Content starts

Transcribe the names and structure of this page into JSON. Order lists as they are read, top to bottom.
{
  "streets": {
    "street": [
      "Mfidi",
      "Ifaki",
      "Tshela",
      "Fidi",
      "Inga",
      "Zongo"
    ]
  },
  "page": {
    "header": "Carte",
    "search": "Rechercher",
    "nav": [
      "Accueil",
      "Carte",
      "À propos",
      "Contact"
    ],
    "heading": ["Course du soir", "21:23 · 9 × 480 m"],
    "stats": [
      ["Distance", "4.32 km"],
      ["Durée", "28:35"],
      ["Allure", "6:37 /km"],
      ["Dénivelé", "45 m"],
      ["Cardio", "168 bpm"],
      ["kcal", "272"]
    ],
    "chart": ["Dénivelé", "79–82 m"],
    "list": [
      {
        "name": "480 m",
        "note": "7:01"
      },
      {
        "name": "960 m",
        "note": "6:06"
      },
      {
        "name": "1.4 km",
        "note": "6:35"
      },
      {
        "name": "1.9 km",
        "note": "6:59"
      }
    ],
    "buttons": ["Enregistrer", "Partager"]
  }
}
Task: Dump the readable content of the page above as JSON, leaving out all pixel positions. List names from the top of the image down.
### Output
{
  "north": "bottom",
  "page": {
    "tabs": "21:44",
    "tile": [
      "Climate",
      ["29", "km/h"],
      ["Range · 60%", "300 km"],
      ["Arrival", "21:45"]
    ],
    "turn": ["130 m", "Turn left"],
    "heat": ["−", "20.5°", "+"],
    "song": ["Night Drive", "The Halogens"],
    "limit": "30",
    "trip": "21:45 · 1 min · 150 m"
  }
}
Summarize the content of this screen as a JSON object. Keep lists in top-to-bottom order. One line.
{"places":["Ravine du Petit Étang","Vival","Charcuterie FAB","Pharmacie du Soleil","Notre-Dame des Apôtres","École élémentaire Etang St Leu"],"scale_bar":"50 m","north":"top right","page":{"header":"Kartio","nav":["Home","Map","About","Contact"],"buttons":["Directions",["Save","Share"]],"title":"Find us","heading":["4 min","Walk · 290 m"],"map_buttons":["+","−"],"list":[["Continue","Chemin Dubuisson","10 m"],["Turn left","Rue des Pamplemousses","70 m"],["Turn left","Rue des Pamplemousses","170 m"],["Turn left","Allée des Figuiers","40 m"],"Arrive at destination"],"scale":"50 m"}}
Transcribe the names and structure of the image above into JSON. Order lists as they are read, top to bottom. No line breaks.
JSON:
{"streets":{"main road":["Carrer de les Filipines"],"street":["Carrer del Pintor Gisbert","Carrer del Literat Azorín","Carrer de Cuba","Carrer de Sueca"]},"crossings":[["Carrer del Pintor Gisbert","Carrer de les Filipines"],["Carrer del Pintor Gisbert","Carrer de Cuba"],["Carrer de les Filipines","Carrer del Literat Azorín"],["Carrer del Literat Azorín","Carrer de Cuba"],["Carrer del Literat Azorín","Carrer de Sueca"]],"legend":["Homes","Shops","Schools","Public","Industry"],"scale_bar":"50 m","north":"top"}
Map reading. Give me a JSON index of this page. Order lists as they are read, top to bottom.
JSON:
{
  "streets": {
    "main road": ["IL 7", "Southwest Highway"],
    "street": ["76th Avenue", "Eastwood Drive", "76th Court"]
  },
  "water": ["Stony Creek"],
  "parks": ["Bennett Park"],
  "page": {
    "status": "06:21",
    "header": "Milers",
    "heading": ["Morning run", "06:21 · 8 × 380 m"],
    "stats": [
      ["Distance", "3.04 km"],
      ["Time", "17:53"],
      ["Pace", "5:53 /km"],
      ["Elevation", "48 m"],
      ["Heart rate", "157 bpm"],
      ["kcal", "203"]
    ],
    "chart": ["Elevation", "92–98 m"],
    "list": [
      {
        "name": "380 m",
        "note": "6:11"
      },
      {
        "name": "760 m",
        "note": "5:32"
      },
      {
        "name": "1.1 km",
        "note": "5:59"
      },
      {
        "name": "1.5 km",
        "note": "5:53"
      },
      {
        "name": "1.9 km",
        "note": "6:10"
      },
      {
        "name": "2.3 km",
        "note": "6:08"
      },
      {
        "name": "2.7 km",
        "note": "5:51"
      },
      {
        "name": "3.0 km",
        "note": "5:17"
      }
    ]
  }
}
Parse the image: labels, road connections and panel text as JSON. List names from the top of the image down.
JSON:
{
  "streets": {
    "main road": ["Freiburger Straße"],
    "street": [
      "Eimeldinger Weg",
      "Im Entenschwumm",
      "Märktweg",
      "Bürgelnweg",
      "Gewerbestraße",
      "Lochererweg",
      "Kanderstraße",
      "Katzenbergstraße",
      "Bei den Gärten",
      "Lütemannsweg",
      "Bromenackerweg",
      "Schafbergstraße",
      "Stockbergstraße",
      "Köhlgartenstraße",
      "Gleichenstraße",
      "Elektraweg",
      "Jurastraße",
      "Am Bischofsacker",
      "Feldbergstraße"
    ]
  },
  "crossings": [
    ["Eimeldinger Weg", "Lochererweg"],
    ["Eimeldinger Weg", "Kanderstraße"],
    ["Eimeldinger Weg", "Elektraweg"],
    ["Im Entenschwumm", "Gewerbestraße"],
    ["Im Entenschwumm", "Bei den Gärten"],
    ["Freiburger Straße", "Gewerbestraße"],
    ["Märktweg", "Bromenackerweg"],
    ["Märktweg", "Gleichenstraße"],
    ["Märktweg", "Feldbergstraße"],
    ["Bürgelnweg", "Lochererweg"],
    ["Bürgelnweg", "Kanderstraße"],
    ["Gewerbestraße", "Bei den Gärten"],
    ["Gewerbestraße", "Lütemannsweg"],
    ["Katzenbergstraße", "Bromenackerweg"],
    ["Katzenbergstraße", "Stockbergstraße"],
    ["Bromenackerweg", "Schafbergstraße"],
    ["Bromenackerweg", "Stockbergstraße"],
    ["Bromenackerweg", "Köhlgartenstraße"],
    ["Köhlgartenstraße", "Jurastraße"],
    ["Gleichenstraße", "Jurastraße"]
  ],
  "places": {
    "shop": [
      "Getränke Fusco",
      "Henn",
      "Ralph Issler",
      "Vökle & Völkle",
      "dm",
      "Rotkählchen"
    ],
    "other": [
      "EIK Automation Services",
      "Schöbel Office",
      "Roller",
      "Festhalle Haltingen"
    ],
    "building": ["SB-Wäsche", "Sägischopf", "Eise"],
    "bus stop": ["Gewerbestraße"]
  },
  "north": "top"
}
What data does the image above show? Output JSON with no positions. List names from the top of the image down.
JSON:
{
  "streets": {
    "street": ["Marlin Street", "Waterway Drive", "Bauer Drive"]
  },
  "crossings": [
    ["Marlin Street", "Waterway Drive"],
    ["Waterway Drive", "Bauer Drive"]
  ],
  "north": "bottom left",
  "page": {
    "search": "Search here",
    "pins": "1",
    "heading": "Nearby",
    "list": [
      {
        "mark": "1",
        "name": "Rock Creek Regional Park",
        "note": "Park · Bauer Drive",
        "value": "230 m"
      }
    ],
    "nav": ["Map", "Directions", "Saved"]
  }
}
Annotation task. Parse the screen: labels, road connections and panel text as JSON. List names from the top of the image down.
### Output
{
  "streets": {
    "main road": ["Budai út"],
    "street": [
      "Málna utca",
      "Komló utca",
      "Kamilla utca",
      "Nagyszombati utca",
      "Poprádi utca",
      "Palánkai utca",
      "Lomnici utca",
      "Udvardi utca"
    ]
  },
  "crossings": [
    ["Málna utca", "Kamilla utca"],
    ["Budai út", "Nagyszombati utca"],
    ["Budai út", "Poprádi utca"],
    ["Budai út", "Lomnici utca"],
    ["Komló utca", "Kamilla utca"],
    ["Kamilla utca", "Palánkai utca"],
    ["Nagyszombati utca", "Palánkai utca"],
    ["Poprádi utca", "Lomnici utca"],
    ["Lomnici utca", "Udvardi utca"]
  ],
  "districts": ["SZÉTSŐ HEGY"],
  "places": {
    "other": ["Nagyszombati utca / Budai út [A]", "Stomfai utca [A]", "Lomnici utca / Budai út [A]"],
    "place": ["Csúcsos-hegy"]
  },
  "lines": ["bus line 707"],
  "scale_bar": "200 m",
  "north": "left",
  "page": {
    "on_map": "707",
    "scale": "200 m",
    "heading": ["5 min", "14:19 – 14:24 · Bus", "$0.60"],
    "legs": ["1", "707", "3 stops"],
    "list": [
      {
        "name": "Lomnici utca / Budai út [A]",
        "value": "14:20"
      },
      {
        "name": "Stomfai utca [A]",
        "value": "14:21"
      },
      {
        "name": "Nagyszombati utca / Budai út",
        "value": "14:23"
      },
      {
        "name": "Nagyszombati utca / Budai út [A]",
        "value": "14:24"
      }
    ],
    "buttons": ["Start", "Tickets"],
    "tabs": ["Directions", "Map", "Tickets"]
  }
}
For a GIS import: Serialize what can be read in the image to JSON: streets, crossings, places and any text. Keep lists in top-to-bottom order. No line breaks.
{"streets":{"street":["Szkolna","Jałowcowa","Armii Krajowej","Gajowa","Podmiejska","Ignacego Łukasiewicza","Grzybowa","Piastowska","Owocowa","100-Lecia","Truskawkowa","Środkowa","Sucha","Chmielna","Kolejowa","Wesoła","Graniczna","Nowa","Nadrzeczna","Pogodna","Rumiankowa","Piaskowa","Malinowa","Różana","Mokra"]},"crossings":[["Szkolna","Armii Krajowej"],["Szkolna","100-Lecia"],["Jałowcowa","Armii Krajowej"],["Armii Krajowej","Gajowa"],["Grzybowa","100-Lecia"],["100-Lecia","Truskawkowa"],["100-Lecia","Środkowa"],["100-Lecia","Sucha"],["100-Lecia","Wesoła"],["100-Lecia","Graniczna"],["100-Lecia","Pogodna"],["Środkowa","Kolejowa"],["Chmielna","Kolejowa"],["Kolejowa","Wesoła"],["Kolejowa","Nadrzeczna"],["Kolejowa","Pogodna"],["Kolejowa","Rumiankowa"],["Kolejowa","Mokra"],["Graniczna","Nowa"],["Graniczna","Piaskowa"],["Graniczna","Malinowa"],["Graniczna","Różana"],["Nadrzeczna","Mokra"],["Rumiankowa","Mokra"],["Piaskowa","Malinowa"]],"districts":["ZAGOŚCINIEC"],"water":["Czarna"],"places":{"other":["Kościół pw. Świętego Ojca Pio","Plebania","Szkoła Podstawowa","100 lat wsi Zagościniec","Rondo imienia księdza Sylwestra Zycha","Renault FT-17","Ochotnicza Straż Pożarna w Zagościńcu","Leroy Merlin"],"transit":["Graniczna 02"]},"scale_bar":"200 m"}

Content ends

### WORK REQUEST
Nothing should be returned except the lines from the first line of the data above through the line with "Task: Dump the", each one exact.

### ANSWER TO THIS PROBLEM
Transcribe the names and structure of this page into JSON. Order lists as they are read, top to bottom.
{
  "streets": {
    "street": [
      "Mfidi",
      "Ifaki",
      "Tshela",
      "Fidi",
      "Inga",
      "Zongo"
    ]
  },
  "page": {
    "header": "Carte",
    "search": "Rechercher",
    "nav": [
      "Accueil",
      "Carte",
      "À propos",
      "Contact"
    ],
    "heading": ["Course du soir", "21:23 · 9 × 480 m"],
    "stats": [
      ["Distance", "4.32 km"],
      ["Durée", "28:35"],
      ["Allure", "6:37 /km"],
      ["Dénivelé", "45 m"],
      ["Cardio", "168 bpm"],
      ["kcal", "272"]
    ],
    "chart": ["Dénivelé", "79–82 m"],
    "list": [
      {
        "name": "480 m",
        "note": "7:01"
      },
      {
        "name": "960 m",
        "note": "6:06"
      },
      {
        "name": "1.4 km",
        "note": "6:35"
      },
      {
        "name": "1.9 km",
        "note": "6:59"
      }
    ],
    "buttons": ["Enregistrer", "Partager"]
  }
}
Task: Dump the readable content of the page above as JSON, leaving out all pixel positions. List names from the top of the image down.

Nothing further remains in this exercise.